Chaos w przedterminowych wyborach? Społeczności Schongau w pogotowiu!
Wybory federalne mogłyby odbyć się w styczniu 2025 r. Społeczności w okręgu Weilheim-Schongau są pod presją, aby poczyniły przygotowania.
Chaos w przedterminowych wyborach? Społeczności Schongau w pogotowiu!

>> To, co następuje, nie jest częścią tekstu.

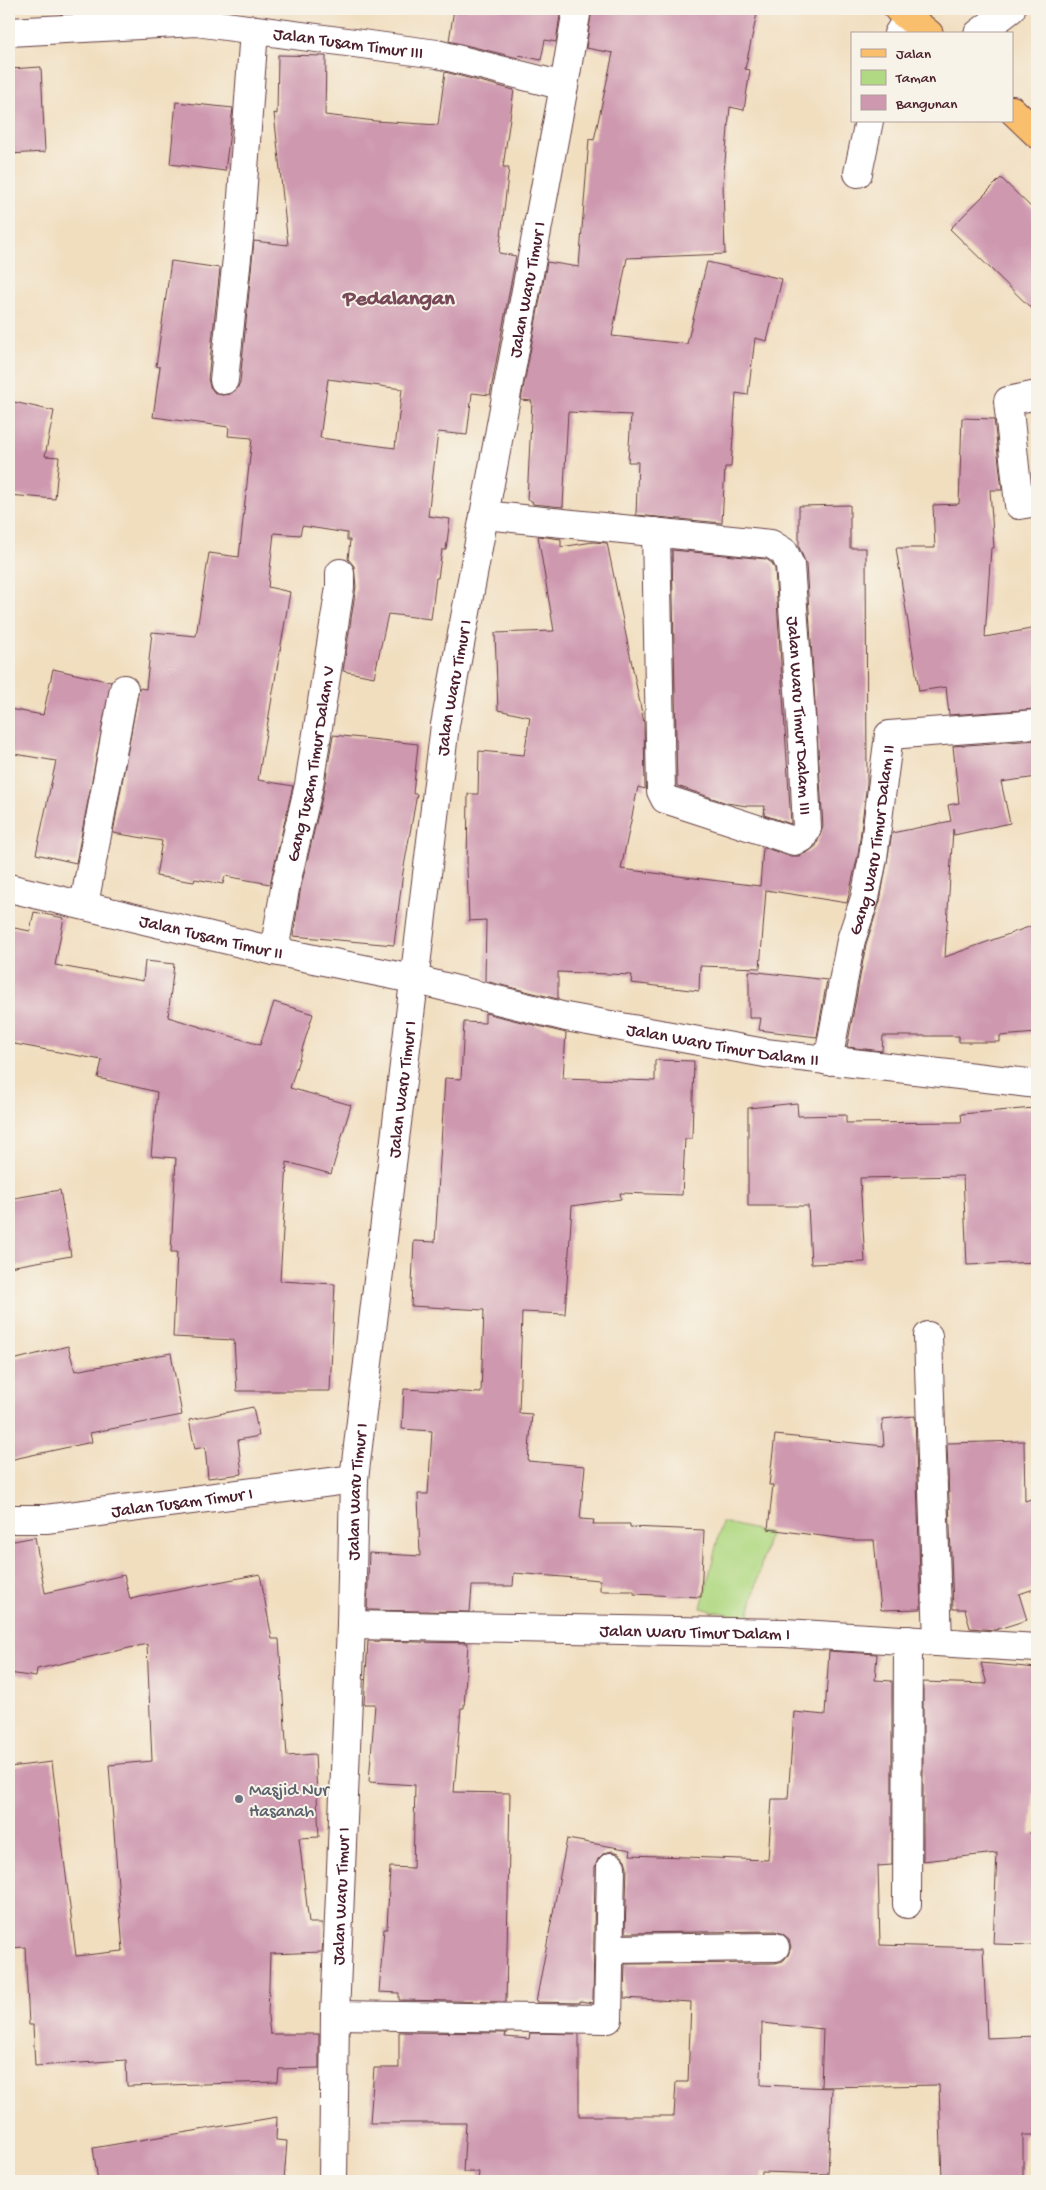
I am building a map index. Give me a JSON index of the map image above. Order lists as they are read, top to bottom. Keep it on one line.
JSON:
{"streets":{"street":["Jalan Tusam Timur III","Jalan Waru Timur I","Jalan Waru Timur Dalam III","Gang Tusam Timur Dalam V","Gang Waru Timur Dalam II","Jalan Tusam Timur II","Jalan Waru Timur Dalam II","Jalan Tusam Timur I","Jalan Waru Timur Dalam I"]},"crossings":[["Jalan Tusam Timur III","Jalan Waru Timur I"],["Jalan Waru Timur I","Jalan Waru Timur Dalam III"],["Jalan Waru Timur I","Jalan Tusam Timur II"],["Jalan Waru Timur I","Jalan Waru Timur Dalam II"],["Jalan Waru Timur I","Jalan Tusam Timur I"],["Jalan Waru Timur I","Jalan Waru Timur Dalam I"],["Gang Tusam Timur Dalam V","Jalan Tusam Timur II"],["Gang Waru Timur Dalam II","Jalan Waru Timur Dalam II"],["Jalan Tusam Timur II","Jalan Waru Timur Dalam II"]],"districts":["Pedalangan"],"places":["Masjid Nur Hasanah"],"legend":["Jalan","Taman","Bangunan"]}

Wybory federalne mogą odbyć się już w styczniu 2025 roku! To dramatyczne posunięcie, które stawia społeczności w okręgu Weilheim-Schongau pod ogromną presją. Kanclerz Olaf Scholz planuje zwrócić się do Bundestagu o wotum zaufania, co może skutkować rozwiązaniem Bundestagu i przedterminowymi wyborami. Ale przygotowania? Są na krawędzi!

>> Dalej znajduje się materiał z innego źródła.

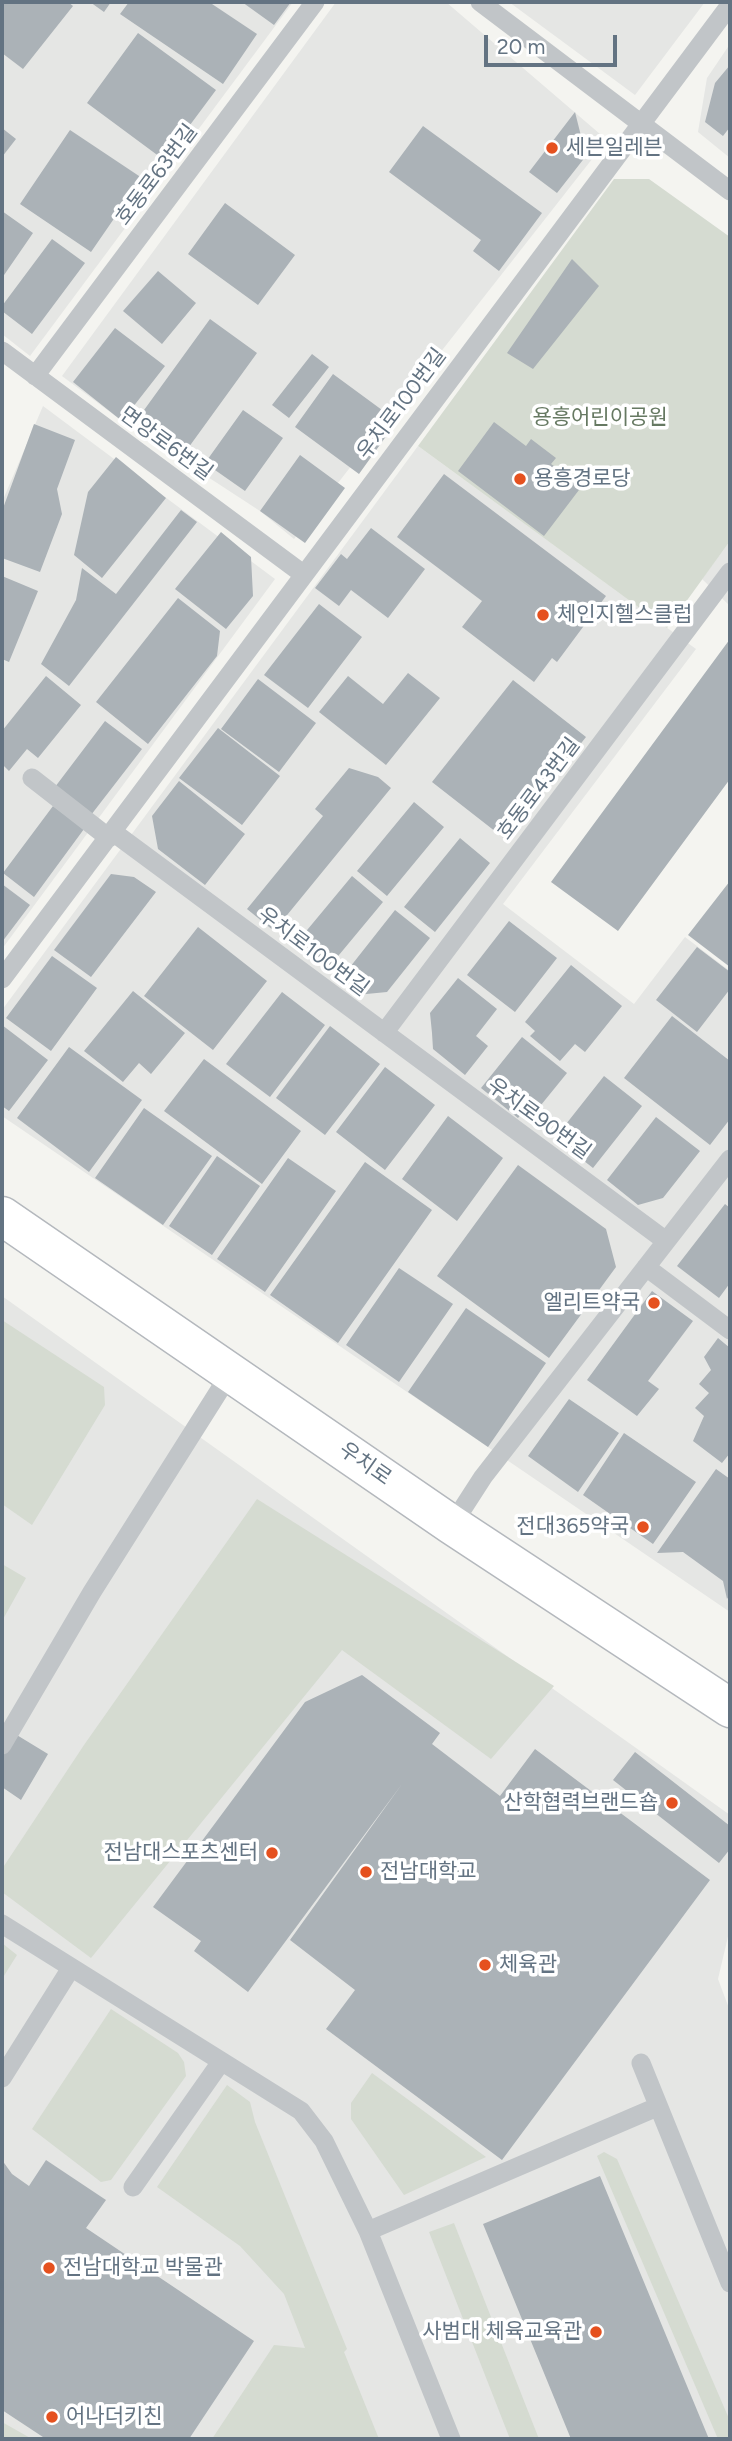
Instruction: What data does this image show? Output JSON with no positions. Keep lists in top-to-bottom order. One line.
{"streets":{"main road":["우치로"],"lane":["호동로63번길","우치로100번길","면앙로6번길","호동로43번길","우치로90번길"]},"crossings":[["호동로63번길","면앙로6번길"],["우치로100번길","면앙로6번길"],["우치로100번길","호동로43번길"],["우치로100번길","우치로90번길"],["호동로43번길","우치로90번길"]],"parks":["용흥어린이공원"],"places":["세븐일레븐","용흥경로당","체인지헬스클럽","엘리트약국","전대365약국","산학협력브랜드숍","전남대스포츠센터","전남대학교","체육관","전남대학교 박물관","사범대 체육교육관","어나더키친"],"scale_bar":"20 m"}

Zazwyczaj społeczności takie jak Peiting rozpoczynają przygotowania z kilkumiesięcznym wyprzedzeniem. Ale teraz? Dyrektor zarządzający Stefan Kort jest sceptyczny: „Dwa miesiące to po prostu za krótko!” Andreas Bayerlein z biura rejestracji, wyborów i handlu w Weilheim również krytycznie odnosi się do tej kwestii. „Jesteśmy ostatnim ogniwem w łańcuchu pokarmowym” – mówi, ostrzegając przed wyzwaniami, jakie stwarzają tak krótkoterminowe wybory. Przygotowania są złożone: należy podzielić okręgi wyborcze, wyznaczyć i przeszkolić pracowników komisji wyborczych. A wszystko to pod presją czasu!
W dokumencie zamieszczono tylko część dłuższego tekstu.